About This File
The threat of malicious software can easily be considered as the greatest threat to Internet security. Earlier, viruses were, more or less, the only form of malware. Nowadays, the threat has grown to include network-aware worms, trojans, DDoS agents, IRC Controlled bots, spyware, and so on. The infection vectors have also changed and grown and malicious agents now use techniques like email harvesting, browser exploits, operating system vulnerabilities, and P2P networks to spread. A relatively large percentage of the software that a normal internet user encounters in his online journeys is or can be malicious in some kind of way. Most of this malware is stopped by antivirus software, spyware removal tools and other similar tools. However, this protection is not always enough and there are times when a small, benign looking binary sneaks through all levels of protection and compromises user data. There may be many reasons for this breach, such as a user irregularly updating his AV signatures, a failure of AV heuristics, the introduction of new or low-profile malware which has not yet been discovered by AV vendors, and custom coded malware which cannot be detected by antivirus software. Though AV software is continually getting better, a small but very significant percentage of malware escapes the automated screening process and manages to enter and wreak havoc on networks. Unfortunately, this percentage is also growing everyday.

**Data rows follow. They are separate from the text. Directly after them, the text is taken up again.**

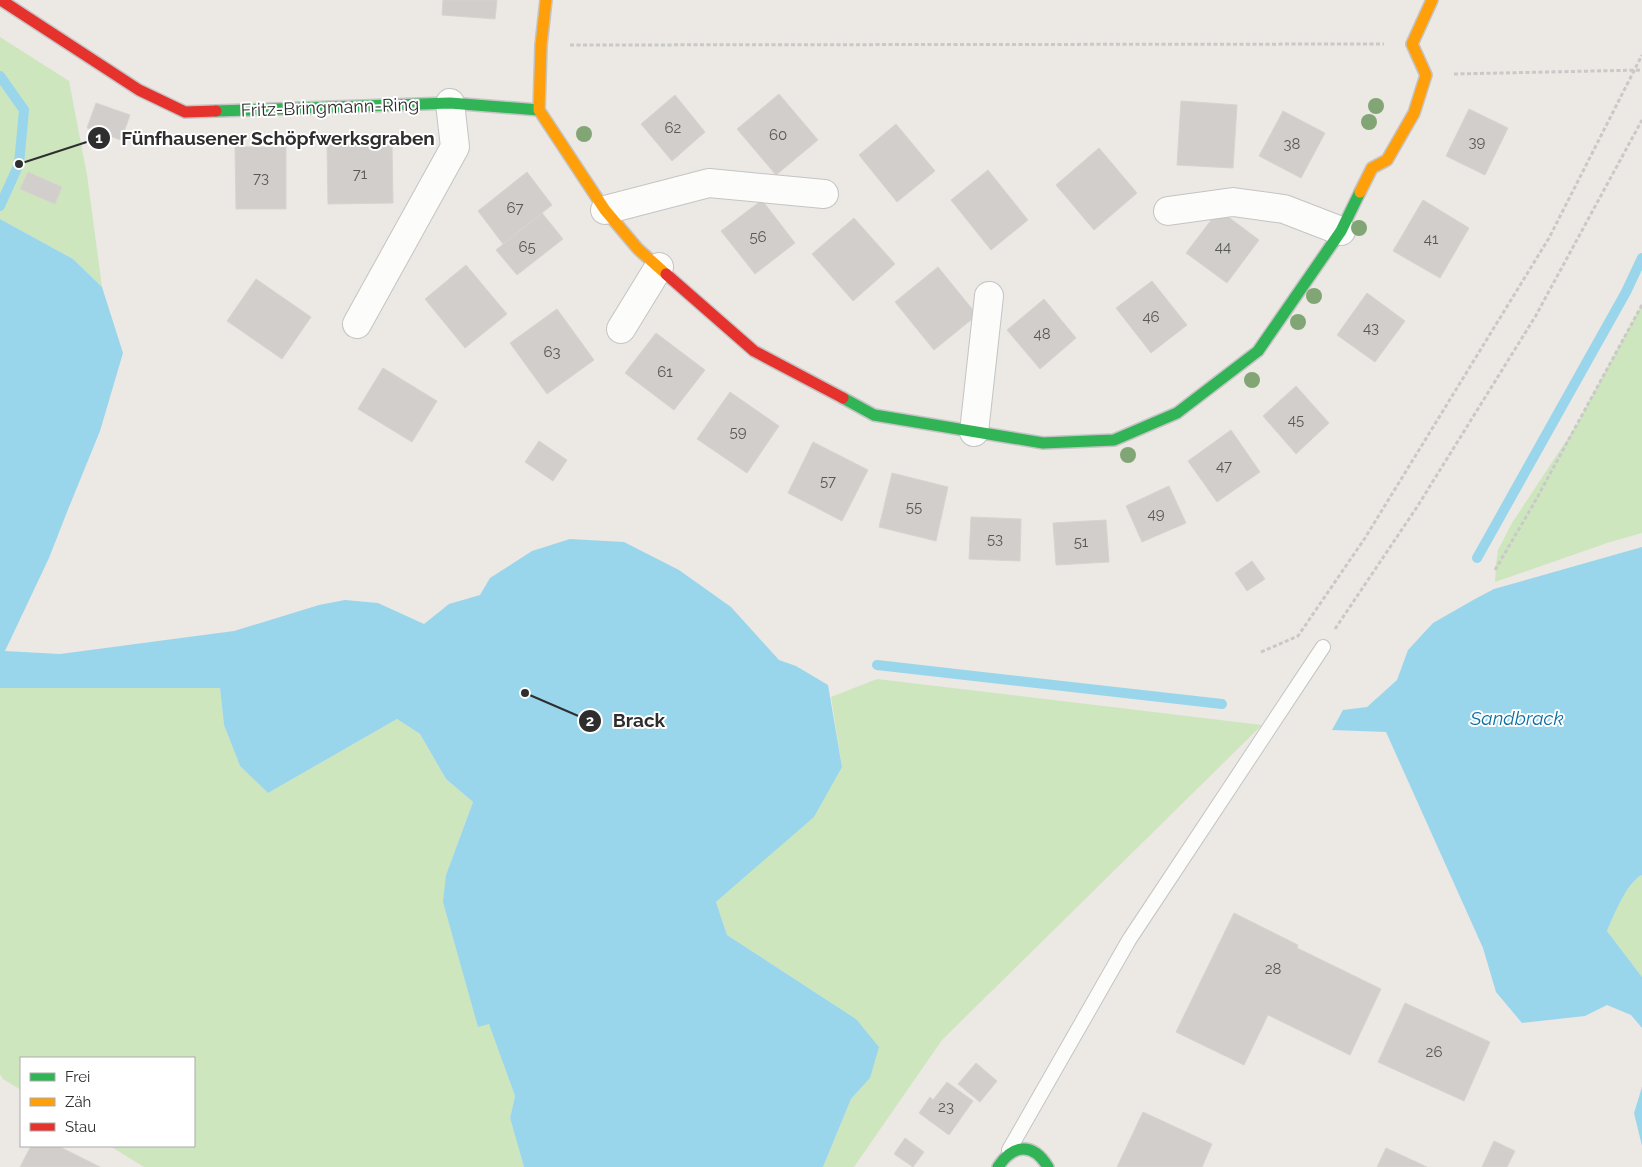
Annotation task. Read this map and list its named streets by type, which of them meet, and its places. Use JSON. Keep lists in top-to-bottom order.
{
  "streets": {
    "street": ["Fritz-Bringmann-Ring"]
  },
  "water": ["Sandbrack"],
  "places": ["Fünfhausener Schöpfwerksgraben", "Brack"],
  "house_numbers": [
    "62",
    "60",
    "39",
    "38",
    "71",
    "73",
    "67",
    "56",
    "41",
    "65",
    "44",
    "46",
    "43",
    "48",
    "63",
    "61",
    "45",
    "59",
    "47",
    "57",
    "55",
    "49",
    "53",
    "51",
    "28",
    "26",
    "23"
  ],
  "legend": ["Frei", "Zäh", "Stau"]
}
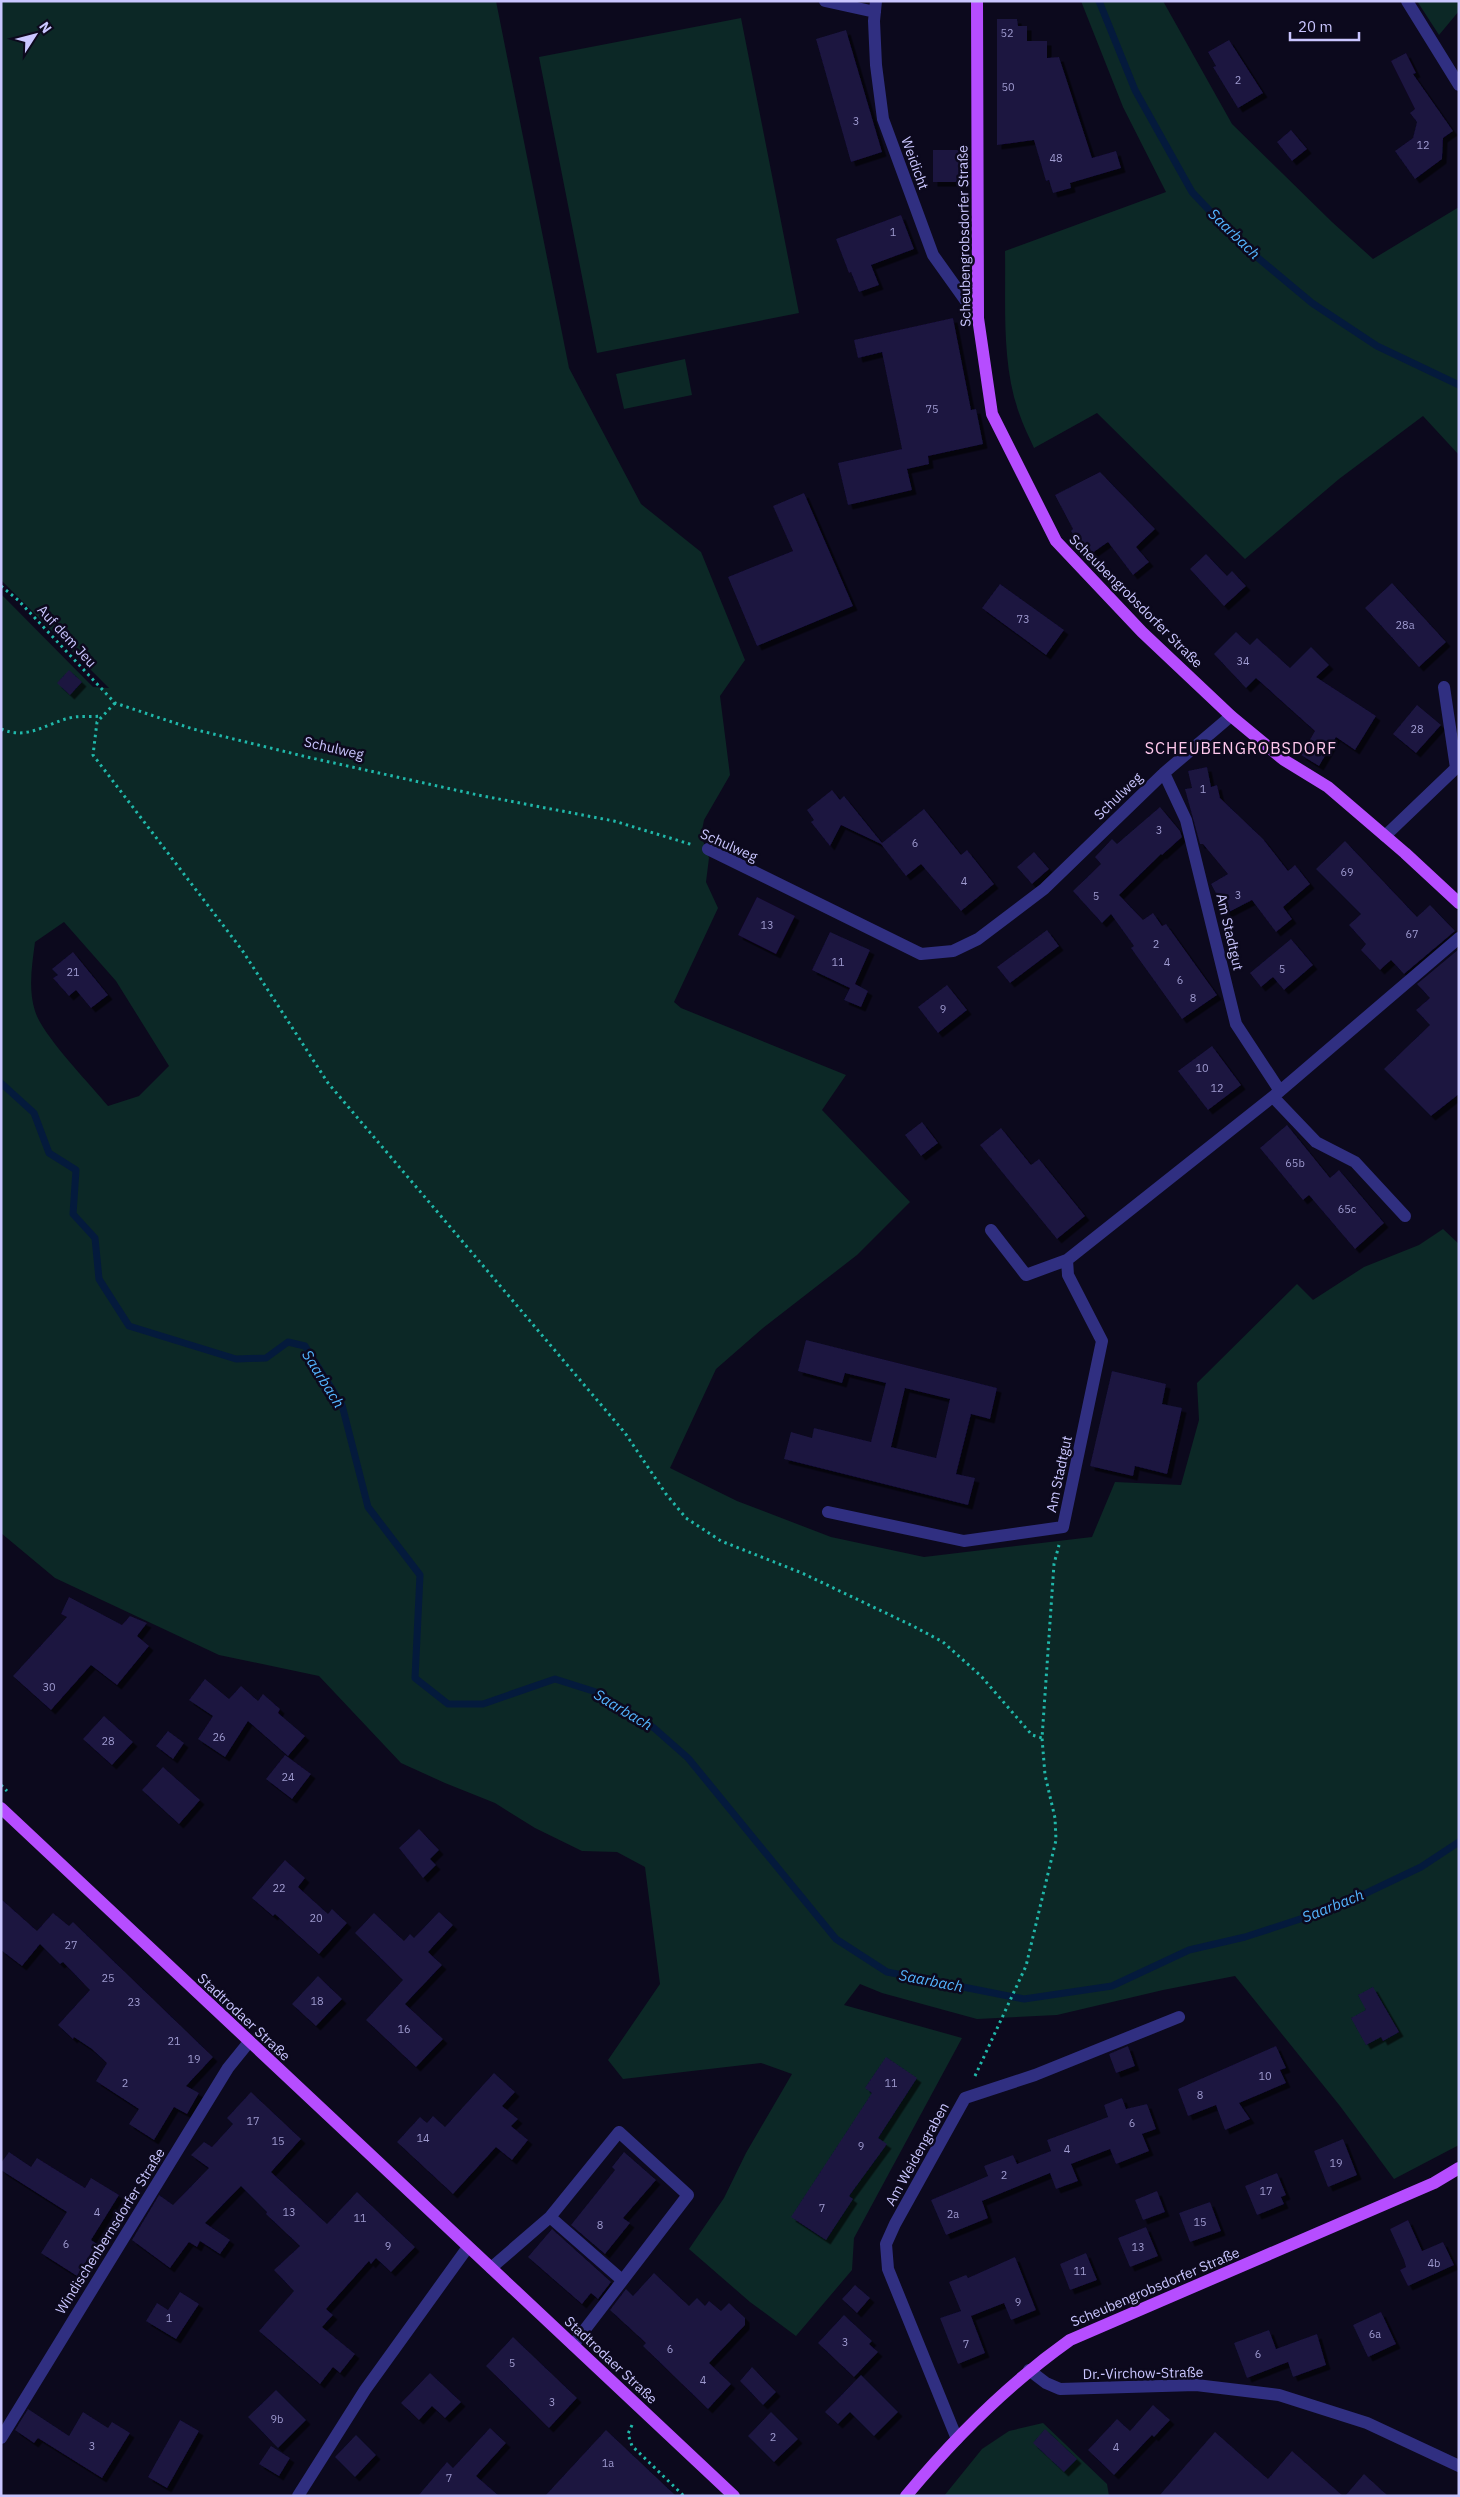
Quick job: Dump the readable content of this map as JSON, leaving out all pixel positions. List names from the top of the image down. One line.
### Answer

It is essential for users and absolutely essential for administrators to be able to determine if a binary is harmful by examining it manually and without relying on the automated scanning engines. The level of information desired differs according to the user's needs. For instance, a normal user might only want to know if a binary is malicious or not, while an administrator might want to completely reverse engineer the binary for his purposes.
Traditionally, malware analysis has been considered to be very complicated, and in fact some of the techniques are still very complicated and beyond a normal user's access. Nevertheless, looking at the current scenario, we can see that there is a clear need for people to learn how to analyze malware themselves. But the caveat is that the analysis techniques have to be simplified and the learning curve has to be made smaller for mass consumption among the general public. Unfortunately, there is not much organized information in the public domain dealing with easy to use malware analysis techniques. Besides the uses mentioned above, malware analysis is used for forensics, honeypot research, security vulnerability research, etc.